I don’t think this is good for culture. Actors, writers, artists, should all have their time, and then exit the stage. This is a recipe for cultural stagnation—imagine in 2050 an action movie blockbuster starring an AI Bruce Willis. Die Hard VII. Ugh.
4. And in more hints of cultural stagnation, congress is becoming a gerontocracy at a parabolic rate:
5. The winners of the $20,000 EA movement criticism contest, which “Why I am not an effective altruist” was entered into, have been announced. I did not win, but that was expected. As I said in the original post:
Unfortunately, my criticism is how the utilitarian core of the movement is rotten, and I think that’s the part anyone in the movement least wants to see criticized, since there’s almost nothing they can do about it if the core is indeed wrong.
I liked a lot of the winning entries that I read. However, my meta-criticism of the contest is that if you just handed someone the texts of the winners without describing the contest to them, it would be difficult to guess this was “Awards for EA criticism” vs. “Awards for independent EA work”—it’s all extremely in-line with the methods and assumptions of standard EA, and a lot boiled down to “You could be EA-ing even harder.”
6. In terms of actually substantial criticism of EA, Maximum Progress has an interesting argument that showcases a new failure in utilitarianism if we happen to discover aliens. If we find alien life is quite common, this would mean that from a strict utilitarian perspective protecting humanity from existential risks isn’t much of a concern, since if we died some other civilization would likely eventually take our place (if not on Earth than in our surrounding galactic neighborhood). This shows off one of the key weaknesses of utilitarianism as a moral theory: its inability to justify a preference for the human over the inhuman.
7. Replication shows that universal daycare is not so great for outcomes, with a surprisingly strong effect.

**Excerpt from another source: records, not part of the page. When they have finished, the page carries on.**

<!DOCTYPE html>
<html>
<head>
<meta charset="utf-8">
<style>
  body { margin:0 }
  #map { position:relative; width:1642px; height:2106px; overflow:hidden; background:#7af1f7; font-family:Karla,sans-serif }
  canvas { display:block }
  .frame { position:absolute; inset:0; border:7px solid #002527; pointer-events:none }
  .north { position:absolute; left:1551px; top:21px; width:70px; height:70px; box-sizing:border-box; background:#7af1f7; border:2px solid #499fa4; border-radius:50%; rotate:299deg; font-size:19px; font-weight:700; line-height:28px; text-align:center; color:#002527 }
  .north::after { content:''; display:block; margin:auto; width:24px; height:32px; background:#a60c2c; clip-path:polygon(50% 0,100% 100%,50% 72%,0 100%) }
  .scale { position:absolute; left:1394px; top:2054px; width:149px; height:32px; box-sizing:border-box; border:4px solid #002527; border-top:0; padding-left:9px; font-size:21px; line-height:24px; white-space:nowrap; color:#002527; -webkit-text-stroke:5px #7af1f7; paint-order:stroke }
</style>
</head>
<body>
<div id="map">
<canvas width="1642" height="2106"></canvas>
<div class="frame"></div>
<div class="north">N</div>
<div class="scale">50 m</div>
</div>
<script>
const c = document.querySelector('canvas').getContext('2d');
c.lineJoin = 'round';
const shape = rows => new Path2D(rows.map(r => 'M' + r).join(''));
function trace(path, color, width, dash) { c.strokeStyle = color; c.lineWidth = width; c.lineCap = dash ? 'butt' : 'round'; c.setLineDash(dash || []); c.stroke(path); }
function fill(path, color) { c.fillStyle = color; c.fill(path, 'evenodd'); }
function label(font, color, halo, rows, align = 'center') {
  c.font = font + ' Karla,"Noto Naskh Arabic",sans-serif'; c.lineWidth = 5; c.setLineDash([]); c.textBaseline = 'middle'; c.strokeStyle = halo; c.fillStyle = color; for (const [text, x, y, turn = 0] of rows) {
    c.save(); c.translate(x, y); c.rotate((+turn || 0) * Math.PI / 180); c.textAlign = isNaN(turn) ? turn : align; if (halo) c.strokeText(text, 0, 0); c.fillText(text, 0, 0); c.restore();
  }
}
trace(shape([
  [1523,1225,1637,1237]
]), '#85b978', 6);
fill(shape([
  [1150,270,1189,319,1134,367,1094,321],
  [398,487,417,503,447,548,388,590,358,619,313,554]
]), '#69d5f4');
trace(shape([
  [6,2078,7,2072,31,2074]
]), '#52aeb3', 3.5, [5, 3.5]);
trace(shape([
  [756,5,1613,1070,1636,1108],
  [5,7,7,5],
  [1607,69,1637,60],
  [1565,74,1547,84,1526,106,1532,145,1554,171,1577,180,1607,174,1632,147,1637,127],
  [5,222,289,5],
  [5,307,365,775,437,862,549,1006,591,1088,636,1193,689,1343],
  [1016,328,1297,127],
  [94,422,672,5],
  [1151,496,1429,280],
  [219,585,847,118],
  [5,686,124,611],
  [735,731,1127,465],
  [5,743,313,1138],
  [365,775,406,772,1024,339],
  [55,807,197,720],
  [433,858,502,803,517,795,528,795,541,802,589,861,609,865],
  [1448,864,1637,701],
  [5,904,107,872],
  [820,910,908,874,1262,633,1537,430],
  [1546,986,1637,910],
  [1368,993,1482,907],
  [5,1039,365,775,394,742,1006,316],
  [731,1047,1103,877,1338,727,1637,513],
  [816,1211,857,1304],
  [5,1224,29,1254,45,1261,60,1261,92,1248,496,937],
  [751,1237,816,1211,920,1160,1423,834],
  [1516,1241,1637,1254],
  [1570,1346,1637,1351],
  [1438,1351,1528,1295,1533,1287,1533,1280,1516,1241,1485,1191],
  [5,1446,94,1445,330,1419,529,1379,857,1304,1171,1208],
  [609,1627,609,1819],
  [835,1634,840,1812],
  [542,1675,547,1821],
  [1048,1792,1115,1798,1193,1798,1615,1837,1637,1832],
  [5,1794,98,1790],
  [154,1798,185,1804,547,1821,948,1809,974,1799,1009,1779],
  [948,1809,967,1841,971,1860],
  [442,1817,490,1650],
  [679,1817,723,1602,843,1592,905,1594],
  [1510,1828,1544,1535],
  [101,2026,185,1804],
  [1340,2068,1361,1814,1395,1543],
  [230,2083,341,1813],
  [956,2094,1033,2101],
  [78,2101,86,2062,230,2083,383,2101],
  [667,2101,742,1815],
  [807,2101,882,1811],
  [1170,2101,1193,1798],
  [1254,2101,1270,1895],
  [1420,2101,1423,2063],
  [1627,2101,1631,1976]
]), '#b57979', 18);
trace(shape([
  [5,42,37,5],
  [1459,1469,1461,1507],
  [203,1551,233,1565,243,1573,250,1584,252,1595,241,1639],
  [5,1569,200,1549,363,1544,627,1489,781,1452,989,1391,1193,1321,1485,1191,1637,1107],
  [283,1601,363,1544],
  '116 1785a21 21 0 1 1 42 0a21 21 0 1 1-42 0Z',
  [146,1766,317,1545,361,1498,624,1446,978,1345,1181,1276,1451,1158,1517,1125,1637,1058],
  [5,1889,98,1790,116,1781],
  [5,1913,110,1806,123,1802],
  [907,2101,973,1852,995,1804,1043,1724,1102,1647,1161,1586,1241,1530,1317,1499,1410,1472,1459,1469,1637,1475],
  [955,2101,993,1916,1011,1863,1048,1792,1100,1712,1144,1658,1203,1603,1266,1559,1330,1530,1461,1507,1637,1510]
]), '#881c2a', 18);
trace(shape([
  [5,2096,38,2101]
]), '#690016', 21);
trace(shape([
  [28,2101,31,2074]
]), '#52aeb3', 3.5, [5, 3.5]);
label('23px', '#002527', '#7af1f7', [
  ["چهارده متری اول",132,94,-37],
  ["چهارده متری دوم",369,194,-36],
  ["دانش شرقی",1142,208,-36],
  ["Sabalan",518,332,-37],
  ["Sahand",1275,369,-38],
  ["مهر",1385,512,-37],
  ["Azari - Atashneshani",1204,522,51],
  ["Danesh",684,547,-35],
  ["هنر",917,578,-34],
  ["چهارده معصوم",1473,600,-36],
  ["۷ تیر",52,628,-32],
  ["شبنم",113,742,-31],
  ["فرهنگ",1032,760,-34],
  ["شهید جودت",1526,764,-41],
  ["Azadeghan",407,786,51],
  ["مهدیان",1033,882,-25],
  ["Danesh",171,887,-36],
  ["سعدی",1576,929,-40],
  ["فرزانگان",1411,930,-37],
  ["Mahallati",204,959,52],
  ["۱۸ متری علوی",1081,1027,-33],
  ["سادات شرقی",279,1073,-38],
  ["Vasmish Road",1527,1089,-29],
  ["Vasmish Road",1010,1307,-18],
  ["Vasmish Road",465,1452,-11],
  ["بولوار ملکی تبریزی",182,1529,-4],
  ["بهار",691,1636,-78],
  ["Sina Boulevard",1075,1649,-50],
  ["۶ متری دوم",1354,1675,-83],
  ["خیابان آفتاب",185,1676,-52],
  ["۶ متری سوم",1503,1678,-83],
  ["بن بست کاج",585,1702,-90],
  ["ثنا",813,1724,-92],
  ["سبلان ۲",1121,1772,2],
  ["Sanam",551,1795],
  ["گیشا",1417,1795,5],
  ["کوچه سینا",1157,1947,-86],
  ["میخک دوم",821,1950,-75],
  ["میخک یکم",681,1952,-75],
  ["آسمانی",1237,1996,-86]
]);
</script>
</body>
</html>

To be perfectly honest, while some conservatives are saying this means that universal daycare is uniquely bad, I don’t think that’s what it means. I’d actually expect to see similar effects if we could compare public school, or even private school, to some sort of ideal version of education—but who is the control group? Religiously homeschooled kids? Our entire system of education is so totalizing and self-similar it’s difficult to see if it even works, since there’s basically no alternative. Although I openly admit my bias: I have a very pessimistic view of the subject. In my memory, entering the daycare → preschool → school pipeline felt a lot like being drafted into the army. You wake up early, you follow orders, and the pay is shit. This pessimistic view of contemporary education is why I originally wrote about aristocratic tutoring (I’m excited to say there will be more upcoming entries on that topic).
8. Books are getting shorter over time, argues The Spectator, with contemporary literature being especially thin—one might even say slight, or perhaps, to match our age of brands, lite.
A brief history of the novel-by-length begins in the 18th century with Daniel Defoe, Henry Fielding and particularly Samuel Richardson giving a lot of bang for your buck; Clarissa comes in at just a shade under a million words. The Victorian versions became less episodic, which cut the length a little, but they remained typically pretty chunky: Great Expectations and Vanity Fair are both just under 200,000 words, Midddlemarch just over 300,000. . .
Then in came modernism – more personal, immediate and urgent – and out went ‘all that David Copperfield kind of crap’, as J.D. Salinger famously put it in The Catcher in the Rye (73,000). For a time books became much shorter and, I’d argue, more readable. A Passage to India is 92,000, Sons and Lovers 91,000, Mrs Dalloway a mere 44,000.
So for most of their history novels were getting progressively shorter. But then came the 1960s, and drugs and free expression. Suddenly the only rule was that there were no rules. . . We live in the ongoing aftermath of that torn-up rule book. Since the 1960s a novel can be so slight that it’s really just a long short story, or it can be a giant: Vikram Seth’s A Suitable Boy is twice as long as Ulysses. . .
So how refreshing it was to see the Booker prize take another turn last month – putting the short in shortlist, as it were. . .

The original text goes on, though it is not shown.